Questo mese i salotti parlano di Progressi.


Ma a prescindere dal significato prettamente etimologico della parola, che come sapete tutti deriva dalle parole latine progressus e progredi, ovvero avanzare, essendo composto dalle parole “pro” avanti e “gradi” camminare, con il passare del tempo tale termine ha assunto un significato molto più ampio ed elevato, rispetto al suo significato letterale e oggi nel progresso, si rappresenta l’avanzamento della stessa società in cui viviamo.
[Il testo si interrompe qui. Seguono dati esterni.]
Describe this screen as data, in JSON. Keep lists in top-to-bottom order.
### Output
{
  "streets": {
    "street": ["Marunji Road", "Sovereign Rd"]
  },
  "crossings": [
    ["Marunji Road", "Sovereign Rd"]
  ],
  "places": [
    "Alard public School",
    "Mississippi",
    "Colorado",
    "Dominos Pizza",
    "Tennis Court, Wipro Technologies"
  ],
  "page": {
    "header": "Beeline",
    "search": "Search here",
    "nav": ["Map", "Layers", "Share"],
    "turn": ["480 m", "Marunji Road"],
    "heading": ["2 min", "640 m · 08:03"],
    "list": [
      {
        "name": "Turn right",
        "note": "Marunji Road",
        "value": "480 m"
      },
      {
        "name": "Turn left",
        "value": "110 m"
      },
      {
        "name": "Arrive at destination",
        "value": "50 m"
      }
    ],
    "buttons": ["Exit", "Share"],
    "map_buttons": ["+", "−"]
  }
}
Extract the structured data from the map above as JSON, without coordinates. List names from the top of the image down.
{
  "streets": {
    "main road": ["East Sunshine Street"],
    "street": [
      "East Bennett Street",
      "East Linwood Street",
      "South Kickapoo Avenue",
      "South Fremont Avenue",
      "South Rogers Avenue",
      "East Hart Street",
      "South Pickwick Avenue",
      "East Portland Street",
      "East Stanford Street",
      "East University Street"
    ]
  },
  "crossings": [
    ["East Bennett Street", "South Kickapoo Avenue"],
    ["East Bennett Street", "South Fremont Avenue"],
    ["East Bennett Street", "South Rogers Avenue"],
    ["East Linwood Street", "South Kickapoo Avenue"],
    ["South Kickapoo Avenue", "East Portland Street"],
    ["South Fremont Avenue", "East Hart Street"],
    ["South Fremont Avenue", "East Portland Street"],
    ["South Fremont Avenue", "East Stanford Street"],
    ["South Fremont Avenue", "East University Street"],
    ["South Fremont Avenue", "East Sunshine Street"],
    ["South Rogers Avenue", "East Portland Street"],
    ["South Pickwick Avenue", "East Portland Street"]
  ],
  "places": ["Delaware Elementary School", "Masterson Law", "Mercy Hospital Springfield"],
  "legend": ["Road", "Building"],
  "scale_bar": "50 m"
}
Troppo spesso però ci lasciamo ingannare

dal paradigma del sistema attuale, che rappresenta il progresso come uno sfrecciante treno rosso, lanciato a tutta velocità verso il futuro, dimenticando che invece proprio il significato originario del “progredi”, rappresenta quello che dovrebbe essere l’avanzamento della società verso l’indefinito.


Non ho usato volontariamente il termine infinito, perché ritengo che il progresso non dovrebbe avere questa caratteristica, ma appunto dovrebbe mirare invece a raggiungere l’indefinito, procedendo, non come un treno della TAV, ma passo dopo passo, lentamente, contemplando la saggezza, di guardare bene dove vengono posti i passi che facciamo in avanti, saggiando sempre bene il terreno, verso quello che il “progredire” ci potrebbe regalare.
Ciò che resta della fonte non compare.